PURWOKERTO, nubanyumas.com – Metaverse adalah media yang mengkolaborasikan antara dunia nyata dan dunia maya, di metaverse seseorang dapat berinteraksi secara virtual. Nah, Haji Metaverse berarti seseorang yang berhaji tetapi dilakukan dari rumah, dengan menghadirkan Ka’bah secara virtual.

Haji menggunakan metaverse muncul saat pemerintah Arab Saudi membuat proyek besar kunjungan Baitul Haram dengan cara tidak datang ke Arab, pada acara peluncuran Virtual Black Stone Initiative pada pertengahan Desember 2021 lalu. Lalu apakah Haji model seperti itu sah?

Pertanyaan tersebut dilemparkan Agus Salim, Dosen Hukum Syariah UNU Purwokerto, untuk mengawali Diskusi Terbuka dengan tema ‘Meninjau Keabsahan Haji Virtual Via Metaverse Menurut Hukum Islam’, yang diadakan Himpunan Mahasiswa Syariah Universitas Nahdlatul Ulama Purwokerto, Jumat (18/2) sore, di aula kampus UNU Purwokerto.

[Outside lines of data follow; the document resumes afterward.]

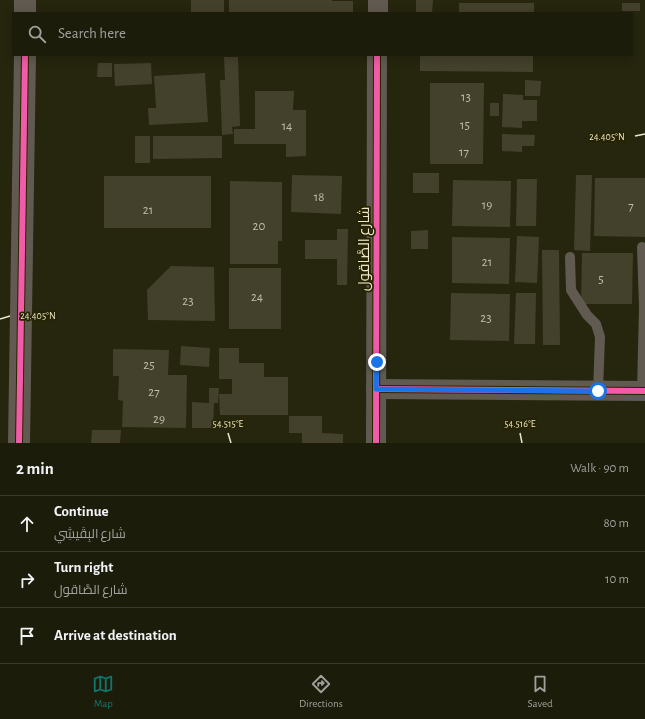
<!DOCTYPE html>
<html lang="en">
<head>
<meta charset="utf-8">
<style>
	body { margin:0; font-family:"Alegreya Sans",Cairo,sans-serif; background:#292918; color:#f1f3f6 }
	.stop { position:absolute; width:12px; height:12px; margin:-9px; border:3px solid #1a73e8; border-radius:50%; background:#fff }
	.stop.end { background:#1a73e8; border-color:#fff; box-shadow:0 1px 4px #0008 }
	.list { margin:0; padding:0; list-style:none }
	h2 { display:flex; justify-content:space-between; align-items:center; height:52px; margin:0; padding:0 16px; font-size:17px }
	h2 small { font-size:13px; font-weight:400; color:#a0a19c }
	.list li { display:grid; grid-template-columns:26px 1fr auto; gap:12px; align-items:center; box-sizing:border-box; height:56px; padding:0 16px; border-top:1px solid #3a3a2b }
	.list b { display:block; font-size:15px; white-space:nowrap }
	.list p { margin:0; font-size:13px; white-space:nowrap; color:#a0a19c }
	.list em { font-size:13px; font-style:normal; color:#a0a19c }
	.icon { flex:none; width:22px; height:22px; fill:none; stroke:currentColor; stroke-width:2; stroke-linecap:round; stroke-linejoin:round }
	.map { position:relative; flex:none; width:645px; height:443px; overflow:hidden }
	.search { position:absolute; background:#1c1c0a; box-shadow:0 2px 10px #0003; left:12px; right:12px; top:12px; height:44px; display:flex; align-items:center; gap:10px; box-sizing:border-box; padding:0 14px; border-radius:0px; color:#a0a19c; font-size:15px }
	.sheet { height:220px; background:#1c1c0a }
	nav { display:flex; justify-content:space-around; align-items:center; box-sizing:border-box; height:56px; border-top:1px solid #3a3a2b; background:#1c1c0a; font-size:11px; color:#a0a19c }
	nav a { display:grid; justify-items:center; gap:2px }
	nav .on { color:#0f766e }
	.map>svg:first-child { display:block }
</style>
</head>
<body>
<div class="map">
<svg width="645" height="443" viewBox="0 0 645 443">
	<rect width="100%" height="100%" fill="#26250e"/>
	<g fill="#43412c">
		<rect x="191" y="0" width="33" height="13"/>
		<polygon points="229,0 332,0 332,1 353,1 353,13 229,13"/>
		<polygon points="416,0 433,0 432,13 416,13"/>
		<rect x="459" y="3" width="75" height="10"/>
		<rect x="622" y="3" width="18" height="8"/>
		<polygon points="420,55 533,55 533,72 420,71"/>
		<polygon points="224,57 238,57 240,126 232,127 233,134 222,135 220,80 225,80"/>
		<polygon points="98,63 112,63 112,77 97,77"/>
		<polygon points="151,63 152,84 115,86 114,64"/>
		<polygon points="205,73 208,122 149,125 148,108 156,108 154,76"/>
		<polygon points="525,80 541,81 540,96 525,96"/>
		<polygon points="430,83 484,83 483,164 430,164"/>
		<polygon points="255,91 294,91 293,110 306,110 306,156 286,157 286,144 234,144 234,129 255,129"/>
		<polygon points="503,94 523,95 523,100 537,100 537,121 522,121 522,128 502,127"/>
		<rect x="490" y="103" width="9" height="13"/>
		<polygon points="502,134 535,135 534,146 522,146 522,152 502,151"/>
		<rect x="135" y="136" width="15" height="27"/>
		<polygon points="153,136 222,136 222,158 153,159"/>
		<rect x="413" y="173" width="26" height="20"/>
		<polygon points="292,175 342,176 341,214 291,212"/>
		<polygon points="576,175 592,175 590,251 574,250"/>
		<rect x="104" y="176" width="107" height="52"/>
		<polygon points="595,178 645,178 645,237 594,236"/>
		<polygon points="517,179 537,179 536,226 516,226"/>
		<polygon points="453,180 511,181 510,227 452,226"/>
		<polygon points="230,181 282,182 282,241 278,241 278,264 230,264"/>
		<polygon points="337,229 348,229 347,285 337,285 337,259 305,259 305,240 337,240"/>
		<polygon points="428,230 428,249 411,249 411,231"/>
		<polygon points="517,236 539,237 537,283 515,282"/>
		<polygon points="452,237 510,238 509,284 452,283"/>
		<polygon points="542,250 559,250 560,345 543,345"/>
		<polygon points="582,253 633,253 632,304 581,304"/>
		<polygon points="171,266 214,267 215,321 148,320 147,290"/>
		<rect x="229" y="268" width="52" height="61"/>
		<polygon points="451,293 510,294 509,341 450,340"/>
		<polygon points="516,293 536,293 535,344 514,344"/>
		<polygon points="181,346 210,348 209,367 180,365"/>
		<polygon points="219,348 239,348 239,363 264,363 264,377 288,377 288,415 220,415 219,394 232,394 232,379 219,379"/>
		<polygon points="113,349 169,350 168,375 187,375 186,428 122,427 123,401 118,400 119,376 113,376"/>
		<polygon points="209,388 219,388 218,403 214,403 213,428 192,428 192,402 209,403"/>
		<polygon points="289,416 322,416 322,433 343,434 343,443 302,443 302,433 289,433"/>
		<polygon points="92,430 121,430 120,443 91,443"/>
	</g>
	<g fill="none" stroke-linecap="round" stroke-linejoin="round">
		<g stroke="#605a50" stroke-width="10">
			<polyline points="570,257 571,290 587,315 596,324 600,337 598,391"/>
			<polyline points="642,391 644,307 642,247"/>
		</g>
		<g stroke="#605a50" stroke-width="20">
			<polyline points="378,13 378,0"/>
			<polyline points="376,389 645,391"/>
			<polyline points="376,443 377,55"/>
		</g>
		<g stroke="#605a50" stroke-width="22">
			<polyline points="25,13 25,0"/>
			<polyline points="19,443 25,55"/>
		</g>
		<defs>
			<g id="cycleway">
				<polyline points="376,389 645,391"/>
				<polyline points="19,443 25,55"/>
				<polyline points="376,443 377,55"/>
			</g>
		</defs>
		<use href="#cycleway" stroke="#272300" stroke-width="8"/>
		<use href="#cycleway" stroke="#f35aa7" stroke-width="6"/>
	</g>
	<g fill="none" stroke-linecap="round" stroke-linejoin="round">
		<polyline stroke="#1a73e8" stroke-width="5" points="377,362 376,389 598,391"/>
	</g>
	<path fill="none" stroke="#e9e8cc" stroke-width="1.5" d="M635,136L645,134M0,319L10,316M228,433L231,443M520,433L522,443"/>
	<g text-anchor="middle" stroke-width="3.5" stroke-linejoin="round" paint-order="stroke">
		<g font-size="13" fill="#c0bea4">
			<text x="466" y="101">13</text>
			<text x="465" y="129">15</text>
			<text x="287" y="130">14</text>
			<text x="464" y="156">17</text>
			<text x="319" y="201">18</text>
			<text x="487" y="209">19</text>
			<text x="631" y="210">7</text>
			<text x="148" y="214">21</text>
			<text x="259" y="230">20</text>
			<text x="487" y="266">21</text>
			<text x="601" y="283">5</text>
			<text x="257" y="301">24</text>
			<text x="188" y="305">23</text>
			<text x="486" y="322">23</text>
			<text x="149" y="369">25</text>
			<text x="154" y="396">27</text>
			<text x="159" y="423">29</text>
		</g>
		<g font-size="15" fill="#e9e8cc" stroke="#272300">
			<text transform="translate(364 249) rotate(-90)" y="5">شارع الصَّاقول</text>
		</g>
	</g>
	<g font-size="10" text-anchor="middle" fill="#e9e8cc" stroke="#272300" stroke-width="3.5" stroke-linejoin="round" paint-order="stroke">
		<text x="607" y="140">24.405°N</text>
		<text x="38" y="319">24.405°N</text>
		<text x="228" y="427">54.515°E</text>
		<text x="520" y="427">54.516°E</text>
	</g>
</svg>
<div class="stop" style="left:598px;top:391px"></div>
<div class="stop end" style="left:377px;top:362px"></div>
<div class="search"><svg class="icon" aria-label="search" viewBox="0 0 24 24"><circle cx="10" cy="10" r="6"/><path d="M15 15l6 6"/></svg>Search here</div>
</div>
<section class="sheet">
<h2>2 min<small>Walk · 90 m</small></h2>
<ul class="list">
<li><svg class="icon" aria-label="ahead" viewBox="0 0 24 24"><path d="M12 20V5M6 11l6-6 6 6"/></svg><div><b>Continue</b><p>شارع البِقَيشِي</p></div><em>80 m</em></li>
<li><svg class="icon" aria-label="right" viewBox="0 0 24 24"><path d="M7 20v-9h11M14 6l5 5-5 5"/></svg><div><b>Turn right</b><p>شارع الصَّاقول</p></div><em>10 m</em></li>
<li><svg class="icon" aria-label="arrive" viewBox="0 0 24 24"><path d="M6 21V4h12l-3 4 3 4H6"/></svg><div><b>Arrive at destination</b></div></li>
</ul>
</section>
<nav>
<a class="on"><svg class="icon" aria-label="map" viewBox="0 0 24 24"><path d="M3 6l6-2 6 2 6-2v14l-6 2-6-2-6 2zM9 4v14M15 6v14"/></svg>Map</a>
<a><svg class="icon" aria-label="directions" viewBox="0 0 24 24"><path d="M12 3l9 9-9 9-9-9zM9 14v-3h6M13 9l2 2-2 2"/></svg>Directions</a>
<a><svg class="icon" aria-label="saved" viewBox="0 0 24 24"><path d="M7 4h10v16l-5-4-5 4z"/></svg>Saved</a>
</nav>
</body>
</html>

“Jika suatu saat nanti pemerintahan Arab Saudi mengkonfirmasi kebijakan Haji virtual ini secara resmi, saya kira kita harus melihat kembali klasifikasi Ibadah, lalu definisi Haji, dasar Haji harus dilakukan pada tempat tertentu dan juga dam dalam Haji yang juga dilakukan pada tempat tertentu,” ujarnya.

Agus melanjutkan, salah satu alasan Haji Metaverse tidak sah karena Haji termasuk ibadah mahdhah. Yang tidak dapat diubah karena, dalilnya jelas dan merupakan ibadah yang sangat prinsip. Ibadah mahdhah tersebut terdapat dua karakter, yaitu yang terikat waktu saja seperti shalat dan terikat waktu dan tempat seperti Haji.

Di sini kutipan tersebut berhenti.